A single number is required: the count of lines in the records below that contain the word "check".

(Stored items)
====
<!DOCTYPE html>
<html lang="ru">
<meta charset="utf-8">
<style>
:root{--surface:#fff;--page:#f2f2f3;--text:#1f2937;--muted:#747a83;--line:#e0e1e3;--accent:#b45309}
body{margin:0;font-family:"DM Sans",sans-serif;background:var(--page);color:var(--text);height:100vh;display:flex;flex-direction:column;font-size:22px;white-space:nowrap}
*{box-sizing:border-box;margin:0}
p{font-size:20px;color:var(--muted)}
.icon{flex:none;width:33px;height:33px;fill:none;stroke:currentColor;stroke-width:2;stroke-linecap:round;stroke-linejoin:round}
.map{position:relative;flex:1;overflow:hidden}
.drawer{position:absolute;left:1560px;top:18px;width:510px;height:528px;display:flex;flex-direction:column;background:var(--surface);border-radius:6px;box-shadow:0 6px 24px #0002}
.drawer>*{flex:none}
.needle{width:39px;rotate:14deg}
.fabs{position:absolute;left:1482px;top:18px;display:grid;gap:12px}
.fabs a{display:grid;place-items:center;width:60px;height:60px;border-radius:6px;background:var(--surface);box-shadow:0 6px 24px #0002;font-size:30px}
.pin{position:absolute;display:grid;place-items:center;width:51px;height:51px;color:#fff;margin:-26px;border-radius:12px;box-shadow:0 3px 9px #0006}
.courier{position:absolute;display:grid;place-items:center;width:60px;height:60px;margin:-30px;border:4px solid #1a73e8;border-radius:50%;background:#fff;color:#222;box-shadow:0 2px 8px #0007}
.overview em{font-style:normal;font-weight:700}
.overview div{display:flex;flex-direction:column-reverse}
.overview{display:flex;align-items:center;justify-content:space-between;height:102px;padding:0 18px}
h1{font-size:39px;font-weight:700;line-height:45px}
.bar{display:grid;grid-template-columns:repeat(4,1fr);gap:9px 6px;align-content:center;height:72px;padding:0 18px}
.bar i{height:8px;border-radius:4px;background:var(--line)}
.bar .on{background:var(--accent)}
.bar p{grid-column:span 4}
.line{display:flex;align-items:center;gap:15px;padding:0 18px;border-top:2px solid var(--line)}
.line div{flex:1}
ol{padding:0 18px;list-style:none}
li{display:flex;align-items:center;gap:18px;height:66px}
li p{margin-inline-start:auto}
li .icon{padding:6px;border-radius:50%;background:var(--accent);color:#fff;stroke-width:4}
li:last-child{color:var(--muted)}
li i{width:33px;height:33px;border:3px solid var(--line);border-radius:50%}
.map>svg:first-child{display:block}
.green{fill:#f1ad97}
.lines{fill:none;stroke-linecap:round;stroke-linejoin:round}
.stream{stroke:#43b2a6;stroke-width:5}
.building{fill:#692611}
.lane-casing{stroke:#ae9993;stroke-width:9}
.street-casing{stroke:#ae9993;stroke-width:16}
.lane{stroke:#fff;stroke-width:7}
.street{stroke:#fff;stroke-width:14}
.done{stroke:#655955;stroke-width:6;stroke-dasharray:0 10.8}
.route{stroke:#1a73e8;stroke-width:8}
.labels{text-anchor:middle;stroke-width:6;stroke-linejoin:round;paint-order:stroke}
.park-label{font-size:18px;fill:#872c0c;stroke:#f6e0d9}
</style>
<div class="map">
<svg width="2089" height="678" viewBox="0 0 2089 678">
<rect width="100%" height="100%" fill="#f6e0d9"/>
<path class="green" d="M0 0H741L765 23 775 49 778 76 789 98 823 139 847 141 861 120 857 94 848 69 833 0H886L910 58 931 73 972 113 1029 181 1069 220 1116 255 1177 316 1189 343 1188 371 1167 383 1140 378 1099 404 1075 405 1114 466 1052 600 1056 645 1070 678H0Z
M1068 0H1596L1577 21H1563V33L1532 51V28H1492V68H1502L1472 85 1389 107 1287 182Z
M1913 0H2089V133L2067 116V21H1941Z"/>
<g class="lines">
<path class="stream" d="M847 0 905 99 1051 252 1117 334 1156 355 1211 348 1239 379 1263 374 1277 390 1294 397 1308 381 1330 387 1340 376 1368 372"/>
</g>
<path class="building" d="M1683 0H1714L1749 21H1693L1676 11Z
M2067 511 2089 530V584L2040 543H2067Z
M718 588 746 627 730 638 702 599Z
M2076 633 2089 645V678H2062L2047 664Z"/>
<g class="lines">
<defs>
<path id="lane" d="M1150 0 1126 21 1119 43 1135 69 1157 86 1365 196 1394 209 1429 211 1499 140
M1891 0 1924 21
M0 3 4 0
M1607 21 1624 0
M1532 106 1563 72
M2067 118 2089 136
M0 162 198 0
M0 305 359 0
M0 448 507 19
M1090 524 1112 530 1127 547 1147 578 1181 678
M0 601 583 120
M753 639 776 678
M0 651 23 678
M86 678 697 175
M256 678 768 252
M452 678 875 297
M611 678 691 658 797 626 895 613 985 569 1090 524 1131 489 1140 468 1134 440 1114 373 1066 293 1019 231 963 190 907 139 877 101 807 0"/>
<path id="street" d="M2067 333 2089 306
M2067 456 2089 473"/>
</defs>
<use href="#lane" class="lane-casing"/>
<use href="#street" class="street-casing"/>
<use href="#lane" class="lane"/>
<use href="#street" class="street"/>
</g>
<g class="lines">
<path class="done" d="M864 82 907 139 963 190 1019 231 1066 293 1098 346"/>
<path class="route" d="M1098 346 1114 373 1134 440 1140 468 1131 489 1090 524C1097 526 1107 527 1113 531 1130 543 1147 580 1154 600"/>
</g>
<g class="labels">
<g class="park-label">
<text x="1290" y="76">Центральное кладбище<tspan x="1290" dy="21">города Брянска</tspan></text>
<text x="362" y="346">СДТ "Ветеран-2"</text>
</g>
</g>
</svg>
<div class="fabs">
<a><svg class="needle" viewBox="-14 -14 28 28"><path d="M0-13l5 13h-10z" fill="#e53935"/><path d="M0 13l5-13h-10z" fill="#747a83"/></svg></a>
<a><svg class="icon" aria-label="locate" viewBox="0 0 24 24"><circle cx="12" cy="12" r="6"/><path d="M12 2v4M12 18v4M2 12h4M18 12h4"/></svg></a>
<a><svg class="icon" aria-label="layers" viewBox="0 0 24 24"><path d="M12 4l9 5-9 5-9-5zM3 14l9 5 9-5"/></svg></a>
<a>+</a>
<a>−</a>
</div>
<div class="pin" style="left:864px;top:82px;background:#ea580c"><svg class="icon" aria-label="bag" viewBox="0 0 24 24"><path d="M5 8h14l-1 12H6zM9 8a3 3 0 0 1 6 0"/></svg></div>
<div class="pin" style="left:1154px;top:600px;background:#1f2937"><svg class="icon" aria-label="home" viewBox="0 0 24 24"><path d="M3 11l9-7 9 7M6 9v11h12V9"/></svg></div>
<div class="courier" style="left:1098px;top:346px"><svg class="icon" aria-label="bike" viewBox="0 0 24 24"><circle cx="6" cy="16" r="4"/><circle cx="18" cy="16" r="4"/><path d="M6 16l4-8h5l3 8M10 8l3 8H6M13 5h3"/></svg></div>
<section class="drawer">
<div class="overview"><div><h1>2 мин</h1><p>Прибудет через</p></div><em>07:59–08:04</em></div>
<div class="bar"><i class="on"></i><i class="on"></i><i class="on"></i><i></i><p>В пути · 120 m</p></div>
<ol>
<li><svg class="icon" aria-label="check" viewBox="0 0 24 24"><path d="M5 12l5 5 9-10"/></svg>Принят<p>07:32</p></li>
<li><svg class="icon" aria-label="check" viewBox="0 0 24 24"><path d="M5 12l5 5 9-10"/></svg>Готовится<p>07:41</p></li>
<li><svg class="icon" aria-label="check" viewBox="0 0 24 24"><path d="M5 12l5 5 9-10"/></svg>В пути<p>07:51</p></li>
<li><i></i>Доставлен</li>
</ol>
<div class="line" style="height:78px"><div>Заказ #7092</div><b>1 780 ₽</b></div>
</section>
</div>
====
**Response to this exercise**
3